La Fédération québécoise des municipalités demande au prochain gouvernement du Québec de se doter d’une vision cohérente de la régionalisation de l’immigration, accompagnée du soutien financier conséquent.

La nécessaire régionalisation de l’immigration

L’auteur, Jacques Demers, est maire de Sainte-Catherine-de-Hatley et président de la Fédération québécoise des municipalités.

Pour plusieurs, le Québec des régions a longtemps été associé à un taux de chômage élevé et à une dépendance à l’État.
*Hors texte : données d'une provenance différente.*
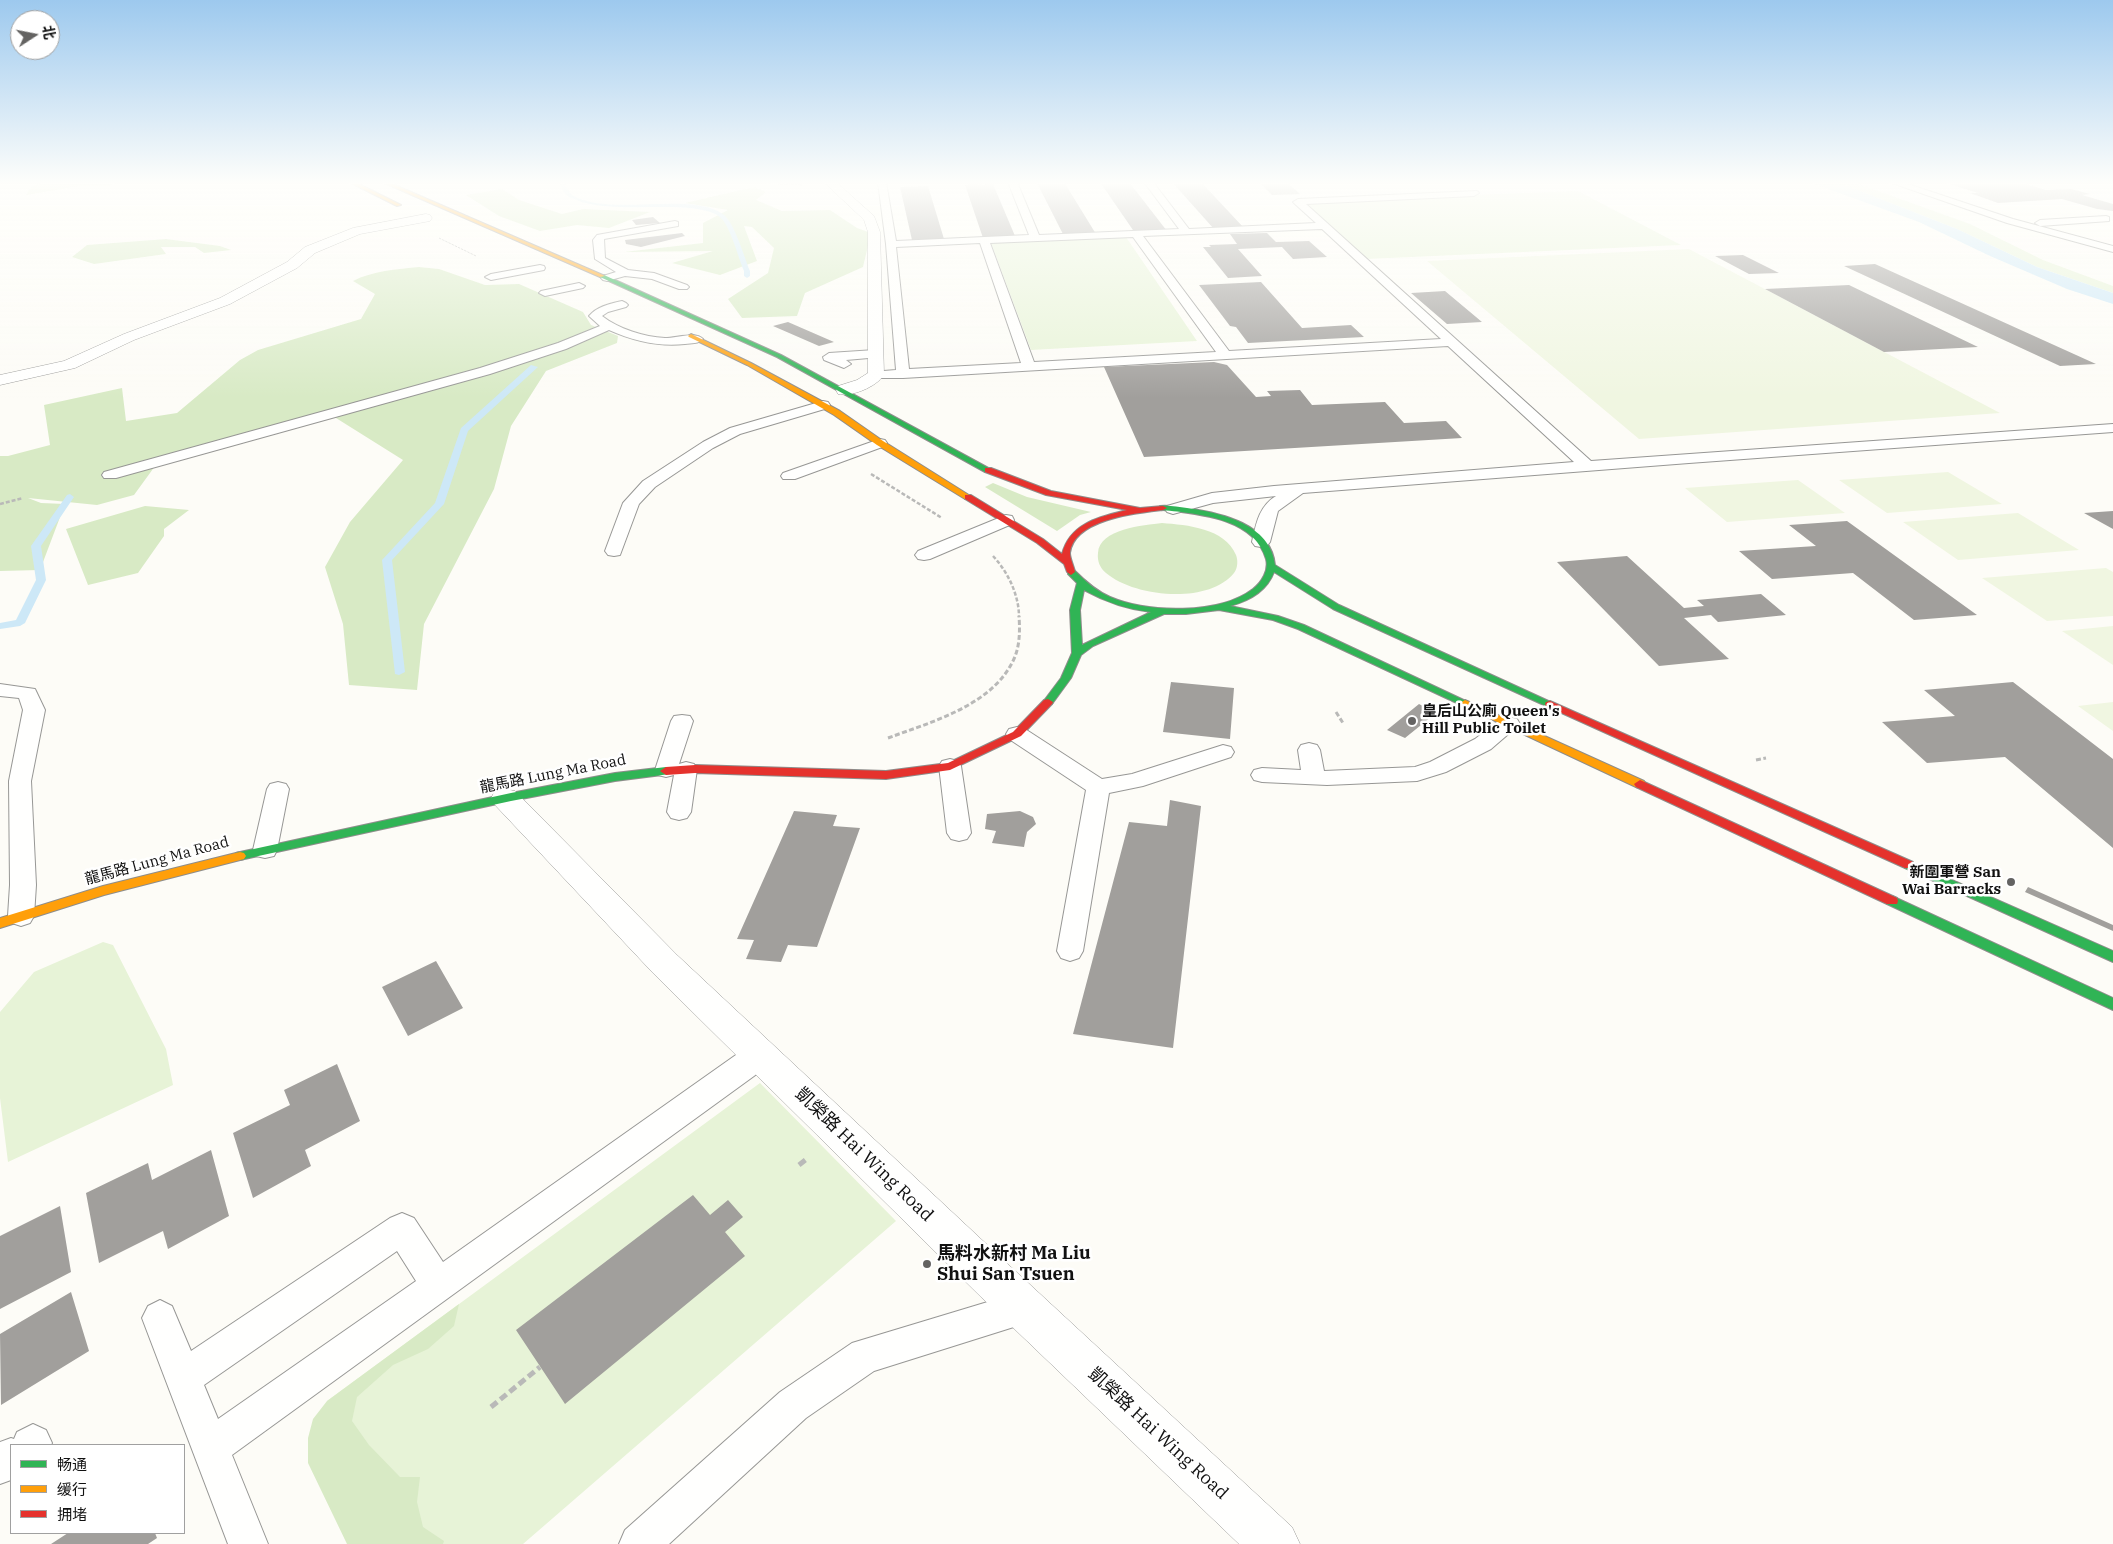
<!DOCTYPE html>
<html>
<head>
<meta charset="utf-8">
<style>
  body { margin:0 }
  #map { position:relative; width:2113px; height:1544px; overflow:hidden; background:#fdfcf7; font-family:"IBM Plex Serif","Noto Sans SC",serif }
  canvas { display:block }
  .legend { position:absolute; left:10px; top:1444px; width:175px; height:90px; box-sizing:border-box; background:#fff; border:1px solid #a0a0a0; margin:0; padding:6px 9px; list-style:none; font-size:15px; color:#111 }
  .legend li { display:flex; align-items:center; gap:10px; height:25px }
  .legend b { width:25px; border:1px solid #a0a0a0 }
  .north { position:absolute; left:10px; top:10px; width:50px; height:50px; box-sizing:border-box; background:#fff; border:1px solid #a0a0a0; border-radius:50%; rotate:79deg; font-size:14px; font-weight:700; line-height:20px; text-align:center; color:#111 }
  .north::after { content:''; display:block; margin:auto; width:18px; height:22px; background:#646362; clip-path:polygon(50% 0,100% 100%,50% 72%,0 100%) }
</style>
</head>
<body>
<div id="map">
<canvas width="2113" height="1544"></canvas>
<ul class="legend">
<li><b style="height:6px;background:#30b455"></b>畅通</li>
<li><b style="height:6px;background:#ff9f0a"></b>缓行</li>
<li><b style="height:6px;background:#e5322d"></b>拥堵</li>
</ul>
<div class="north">北</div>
</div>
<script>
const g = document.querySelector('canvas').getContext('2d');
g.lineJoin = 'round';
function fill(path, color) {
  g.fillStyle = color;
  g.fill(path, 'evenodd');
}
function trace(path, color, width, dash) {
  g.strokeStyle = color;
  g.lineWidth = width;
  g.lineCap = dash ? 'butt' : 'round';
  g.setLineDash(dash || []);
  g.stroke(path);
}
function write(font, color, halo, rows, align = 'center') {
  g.font = font + ' "IBM Plex Serif","Noto Sans SC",serif';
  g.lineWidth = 5;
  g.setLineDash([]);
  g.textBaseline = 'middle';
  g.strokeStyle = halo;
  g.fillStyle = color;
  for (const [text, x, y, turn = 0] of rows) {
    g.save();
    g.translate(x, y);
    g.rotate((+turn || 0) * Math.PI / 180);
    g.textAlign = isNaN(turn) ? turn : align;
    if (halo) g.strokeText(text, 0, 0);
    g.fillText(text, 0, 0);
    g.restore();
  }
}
fill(new Path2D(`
  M1837 182H1853L1970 224 2043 260 2113 286V293L2037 267 1957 229Z
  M1578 191 1681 245 1367 259 1301 201Z
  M1126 237 1197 341 1031 350 991 243Z
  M103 942 113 945 166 1049 173 1085 8 1162 0 1098V1012L34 972Z
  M760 1083 896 1221 523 1544H402L327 1401Z`), '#e7f3d7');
fill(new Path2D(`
  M45 182H115L110 186H79L26 195 31 187Z
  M754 187 766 192 756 200 782 211 830 210 857 228 871 233 863 267 805 293 797 316 742 318 728 299 768 273 774 248 752 227 744 226 757 261 720 275 672 263 713 251 624 252 703 243V223L728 210 685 203Z
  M502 189 519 200 562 214 583 209 650 212 609 228 577 225 540 231 499 216 466 195Z
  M166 239 220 246 231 250 204 253 195 247H161L166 254 94 264 72 257 87 245Z
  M419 267 439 269 485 285 519 284 583 312 591 325 618 336 617 343 546 371 511 426 494 489 424 624 417 690 349 685 343 624 325 567 350 522 403 460 328 413 158 462 134 495 97 505 28 498 41 503 65 504 40 570 0 571V456H8L50 445 44 405 122 388 126 421 177 413 240 360 258 350 361 319 375 294 353 281C372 271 397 269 419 267Z
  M993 483 1027 497 1091 512 1080 515 1057 531 985 487Z
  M145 506 189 510 164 529V536L138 573 88 585 66 529Z
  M1162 523C1187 525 1225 528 1236 555 1238 560 1238 568 1234 573 1208 605 1134 597 1106 573 1100 568 1097 561 1098 553 1099 529 1144 525 1162 523Z
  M459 1304 454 1326 428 1349 393 1365 357 1397 352 1421 369 1445 400 1477H420L417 1502 423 1527 444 1541 443 1544H347L308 1463V1438L313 1419 327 1401Z`), '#d8eac5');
fill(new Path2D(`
  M1689 249 2000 413 1639 439 1427 261Z
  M1948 472 2002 504 1887 513 1839 480Z
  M1798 480 1845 513 1727 522 1685 488Z
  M2018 513 2079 550 1958 560 1903 522Z
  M2106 568 2113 572V616L2047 621 1982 578Z
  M2113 626V665L2062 631Z
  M2113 702V731L2078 706Z`), '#f0f6e1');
fill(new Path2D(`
  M1809 182H1837L1957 229 2037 267 2113 293V304L2067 289 1990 256 1919 222Z`), '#cde8f7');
fill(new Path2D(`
  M559 182H564C566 186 569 192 572 195 610 218 691 190 724 215 735 224 744 257 750 271V276L747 278 744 276V271C738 257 731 228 721 218 698 197 612 216 577 200 574 199 569 198 567 195 563 192 561 186 559 182Z
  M531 365 538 367 468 431 444 504 392 560 405 672 399 675 395 674 382 560 435 503 461 428Z
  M70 494 74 497 41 546 46 580 25 623 20 626 0 629V623L16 620 36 580 31 546 67 495Z`), '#cde8f7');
fill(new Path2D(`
  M1064 182 1096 234 1064 236 1037 183Z
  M1100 182H1129L1167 231 1135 233Z
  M1172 182H1201L1244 228 1214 229Z
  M1259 182H1287L1300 194 1272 195Z
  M2020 182 2046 190 2071 189 2090 194 2082 195 2113 204V211L2097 209 2062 199 1998 203 1970 193H1978L1946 183Z
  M993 184 1015 236 983 238 965 185Z
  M928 186 944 239 912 240 900 187Z
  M653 217 660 223 636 225 632 220Z
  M682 233 685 236 641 247 626 244 625 240Z
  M1267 233 1276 242 1309 241 1327 257 1293 259 1282 247 1238 249 1262 276 1228 278 1203 247H1211L1209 245 1237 244 1230 234Z
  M1743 255 1779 273 1749 274 1715 256Z
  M1875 264 2096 364 2060 366 1844 266Z
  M1261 282 1302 328 1351 325 1364 337 1248 343 1236 327 1230 326 1199 285Z
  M1849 285 1978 347 1884 352 1765 289Z
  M1445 291 1482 322 1447 324 1411 293Z
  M788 322 834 342 819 346 773 326Z
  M1214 362 1227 365 1256 397 1271 396 1267 391 1300 390 1312 405 1385 402 1404 423 1446 421 1462 438 1144 457 1104 367Z
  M2113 511V529L2084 513Z
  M1847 521 1977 615 1914 620 1853 573 1772 579 1739 551 1816 546 1789 525Z
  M1627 556 1684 608 1704 606 1697 600 1761 594 1786 615 1718 622 1711 615 1684 618 1729 659 1659 666 1557 562Z
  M1171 682 1234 688 1230 739 1163 732Z
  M2013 682 2113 759V848L2005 757 1927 763 1882 722 1955 716 1924 690Z
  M1419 704 1436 713 1405 738 1387 730Z
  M1170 800 1201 806 1173 1048 1073 1034 1129 822 1167 826Z
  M794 811 837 815 833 826 860 828 817 947 788 945 781 962 746 959 754 940 737 939Z
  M1020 811 1033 817 1036 824 1027 832 1024 847 992 843 996 831 985 829 987 814Z
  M2028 887 2113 925V931L2025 892Z
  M436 961 463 1008 408 1036 382 987Z
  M337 1064 360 1121 305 1150 311 1166 253 1198 233 1133 290 1105 284 1090Z
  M211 1150 229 1216 168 1249 163 1231 99 1263 86 1193 148 1163 152 1180Z
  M693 1195 710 1215 728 1200 743 1217 725 1232 745 1256 565 1404 516 1330Z
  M60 1206 71 1272 0 1309V1236Z
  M71 1292 89 1351 1 1405 0 1334Z
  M68 1533H155L157 1538 148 1544H51Z`), '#a19f9c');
const lane = new Path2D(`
  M878 182H886L896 241 1029 235 1008 182H1017L1039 235 1179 229 1144 182H1153L1189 229 1316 223 1295 204 1293 202 1298 199 1477 191 1479 193 1474 196 1306 204 1591 461 2113 424V432L1689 463 1303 493 1278 511 1270 542 1267 546 1261 547 1255 546 1252 542C1256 524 1259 506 1276 496L1213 503 1173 514 1167 512 1165 509 1167 506 1212 493 1274 486 1574 462 1448 346 903 378H871L869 375 871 372 896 370 886 244ZM1322 229 1441 339 1229 351 1143 236ZM1133 237 1216 352 1034 362 990 243ZM980 243 1021 363 909 369 896 247Z
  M1889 182H1902L2013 219 2113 246V252L2007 223Z
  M2106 216 2109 217V221L2040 226 2035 223 2040 220Z
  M675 221 678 222V226L604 239 605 258 628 270 654 273 687 285 689 287 687 289H679L652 279 625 276 607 281 603 280 601 278 603 276 616 272 595 259 593 240 597 235Z
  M540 265 544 266 545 268 544 270 491 280 485 277 491 274Z
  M579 283 585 286 583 288 545 296 539 293 541 291Z
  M622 301 626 303 628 305 626 307 608 312 602 316C619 329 644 337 665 338 676 338 696 331 703 339 699 344 692 343 685 344 658 347 634 341 609 330L566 349 490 374 116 478H104L102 475 104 472 480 368 558 343 600 326 589 316C598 306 609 304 622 301Z
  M875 350 881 354 880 357 846 360 851 364 844 368 824 360 823 357 829 353Z
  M823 401 828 402 830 405 828 408 740 434 713 448 655 487 639 504 620 555 614 556 608 555 605 551 623 503 643 481 703 442 730 428Z
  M880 439 885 440 887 443 885 446 795 479H783L781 476 783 473Z
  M1006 515 1012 516 1014 520 1012 524 930 559 924 560 918 559 915 555 918 551Z
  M0 684 35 689 45 710 31 781 36 885 34 916 30 923 21 926 12 923 8 916 10 885 9 781 23 710 19 698 0 696Z
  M682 715 690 716 693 721 679 764 686 762 694 764 697 769 691 812 687 818 679 820 671 818 667 812 674 775 666 777 658 775 655 770 671 721 674 716Z
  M1509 717 1517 719 1520 724 1491 749 1446 772 1417 781 1327 785 1262 782 1254 780 1251 775 1254 770 1262 768 1301 770 1298 750 1301 745 1309 743 1317 745 1320 750 1324 771 1415 767 1430 762 1475 739 1501 719Z
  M1017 727 1025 729 1102 779 1132 774 1223 745 1231 747 1234 752 1231 757 1143 786 1109 793 1083 951 1079 958 1070 961 1061 958 1057 951 1086 790 1009 739 1006 734 1009 729Z
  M950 759 958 761 961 766 971 833 967 839 959 841 951 839 947 833 939 766 942 761Z
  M278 782 286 784 289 789 277 850 274 856 265 858 256 856 253 850 267 789 270 784Z
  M760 1042 770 1045 775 1054 770 1063 754 1076 232 1455 268 1544H228L142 1318 148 1306 160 1300 172 1306 191 1351 390 1218 402 1213 414 1218 443 1262 750 1045ZM397 1251 416 1281 218 1419 204 1385Z
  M1024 1291 1036 1296 1041 1308 1036 1320 874 1371 806 1418 669 1544H619L625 1530 780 1392 852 1343Z
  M33 1424 46 1430 52 1443 51 1445H11V1480L0 1484V1442L11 1438 14 1439 17 1432Z`);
const street = new Path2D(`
  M824 182H836L874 216 880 232 884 375C876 387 852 397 838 394L836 390 838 386 857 380 868 373V232L864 220Z
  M426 214 430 215 432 218 430 221 360 234 315 253 297 268 230 304 134 340 75 368 0 385V375L64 361 124 334 220 298 287 262 305 247 353 228Z
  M505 789 515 791 677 955 1011 1267 1292 1527 1300 1544H1239L981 1297 653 973 495 805 491 798 495 791Z`);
const fast = new Path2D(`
  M600 275H604L781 355 992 470 985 472 777 357 600 277Z
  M1160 506C1169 505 1178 507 1187 508 1221 513 1271 524 1275 565L1339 605 1555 704 1554 706H1546L1333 609 1274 572C1267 591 1249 601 1230 606L1278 616 1304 625 1470 703 1465 706 1461 705 1298 629 1273 620 1219 610 1186 614H1164L1093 646 1081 655 1071 678 1052 704H1044L1043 702 1061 678 1072 653 1070 610 1077 583 1068 574V570H1074C1085 581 1096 591 1110 597 1148 613 1219 615 1253 589 1262 582 1269 570 1266 559 1254 518 1199 514 1163 510H1160ZM1084 590C1106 602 1126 609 1151 612L1082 645 1080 610Z
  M666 767 672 771 670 774 615 781 511 801 240 860 236 859 234 856 236 853 240 852 511 793 615 773Z
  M1909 861 2113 951V962L1905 868 1903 865 1905 862Z
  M1892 896 2113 998V1010L1887 904 1886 901 1887 898Z`);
const slow = new Path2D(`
  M349 182H355L401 205 397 206Z
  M382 182H388L605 276 600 277Z
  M691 334 751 363 840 411 883 441 972 497 965 499 877 445 834 415 747 365 689 337 688 336Z
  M1465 700 1644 781 1646 784 1640 788 1636 787 1461 705 1460 703Z
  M240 852 244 853 246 856 244 859 104 895 0 928V918L103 886Z`);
const jam = new Path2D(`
  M985 468H991L1051 491 1140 508 1163 506 1167 508 1163 510C1137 513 1074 519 1070 553 1070 559 1074 566 1075 572L1071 575 1067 572 1064 564 1037 543 965 499V495H971L1043 539 1062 554C1070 523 1099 517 1127 510L1046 495 985 472Z
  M1048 699 1053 702 1052 704 1021 736 950 770 886 779 695 773 666 775 660 771 666 767 695 765 886 771 948 763 1013 732 1044 700Z
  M1550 701 1913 862 1915 865 1913 868H1905L1546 706 1545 704 1546 702Z
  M1640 780 1897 898 1898 901 1897 904H1887L1636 787 1634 784Z`);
trace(lane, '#979795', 2);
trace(street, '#979795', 1);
trace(fast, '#8e8d8b', 2);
trace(slow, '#8e8d8b', 2);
trace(jam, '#8e8d8b', 2);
trace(new Path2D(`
  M749 182 803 185
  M439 238 476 256`), '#b9b9b8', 1, [2.5, 1]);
trace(new Path2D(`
  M871 474 942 518
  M0 504 23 498
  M993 556C1008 572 1019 595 1019 617`), '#b9b9b8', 2.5, [4, 2]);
trace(new Path2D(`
  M1336 712 1343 723
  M888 738C931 722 991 706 1013 661 1020 647 1020 631 1019 616
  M1756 760 1766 758`), '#b9b9b8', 3, [5, 2.5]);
trace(new Path2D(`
  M799 1165 808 1158
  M491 1407 540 1367`), '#b9b9b8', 5, [8, 4]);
fill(lane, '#fffffe');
fill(street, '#fffffe');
fill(fast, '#30b455');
fill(slow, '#ff9f0a');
fill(jam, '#e5322d');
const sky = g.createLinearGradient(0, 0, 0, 398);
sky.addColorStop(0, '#9dc9ee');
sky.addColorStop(0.46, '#fefefb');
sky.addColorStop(1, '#fefefb00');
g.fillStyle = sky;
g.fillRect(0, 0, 2113, 398);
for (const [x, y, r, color] of [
  [1412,721,5,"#646362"],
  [2011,882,5,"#646362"],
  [927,1264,5,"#646362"]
]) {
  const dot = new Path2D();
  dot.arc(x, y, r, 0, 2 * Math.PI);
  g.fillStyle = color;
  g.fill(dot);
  trace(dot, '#fff', 2);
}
write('bold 15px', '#111', '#fff', [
  ["皇后山公廁 Queen's",1422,712],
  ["Hill Public Toilet",1422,729],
  ["新圍軍營 San",2001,873,"right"],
  ["Wai Barracks",2001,890,"right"]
], 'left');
write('15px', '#111', '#fff', [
  ["龍馬路 Lung Ma Road",553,774,-11],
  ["龍馬路 Lung Ma Road",157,861,-15]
]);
write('18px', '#111', '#fff', [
  ["凱榮路 Hai Wing Road",864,1155,44],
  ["凱榮路 Hai Wing Road",1158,1434,43]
]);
write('bold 18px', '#111', '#fff', [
  ["馬料水新村 Ma Liu",937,1254],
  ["Shui San Tsuen",937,1275]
], 'left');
</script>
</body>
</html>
Aujourd’hui, nous retrouvons des milliers d’emplois dans nos municipalités en milieu rural et périurbain qui demeurent malheureusement non comblés. Le taux de chômage de certaines régions, telles Chaudière-Appalaches, l’Estrie et la Montérégie est maintenant inférieur à 4 %, une situation inusitée qui frise le plein emploi.

À court terme, il faut se réjouir de ces bas taux de chômage qui signalent un niveau de détresse économique moins élevé dans nos communautés. Ils semblent à première vue le reflet d’une vitalité économique indéniable. Toutefois, ces chiffres cachent une réalité moins heureuse: entre 2012 et 2017, les municipalités de moins de 10 000 habitants situées à l’extérieur des régions métropolitaines et des capitales régionales ont vu disparaître près de 50 000 emplois sur leur territoire.

Cependant, un Québec en santé est un Québec dont l’ensemble de ses régions participent et se partagent la croissance économique. Un Québec où la mixité des territoires est favorisée et où les territoires urbains et ruraux se complémentent de façon à permettre l’épanouissement de l’ensemble des Québécoises et Québécois.

Or, force est de constater qu’au moment où les grandes villes additionnent les nouveaux emplois, les régions du Québec doivent se battre pour conserver ceux déjà en place, faute de main-d’œuvre disponible. À long terme, une telle tendance ne peut mener qu’à une perte de vitalité économique dans nos régions.

Un Québec fort de ses régions
Pour la Fédération québécoise des municipalités (FQM), il est indéniable que l’immigration fait partie intégrante de la solution à cette décroissance de la main-d’œuvre disponible. Au Québec, plus de la moitié des nouveaux emplois créés dans les dernières années ont été comblés par des personnes immigrantes. Cependant, entre 2011 et 2016, les régions non adjacentes à Montréal ou Québec n’ont accueilli que 10 % des nouveaux arrivants, et ce, même si elles représentent plus de 35 % de la population québécoise. Cette situation doit impérativement changer. L’immigration doit devenir une avenue pour l’ensemble des communautés du Québec.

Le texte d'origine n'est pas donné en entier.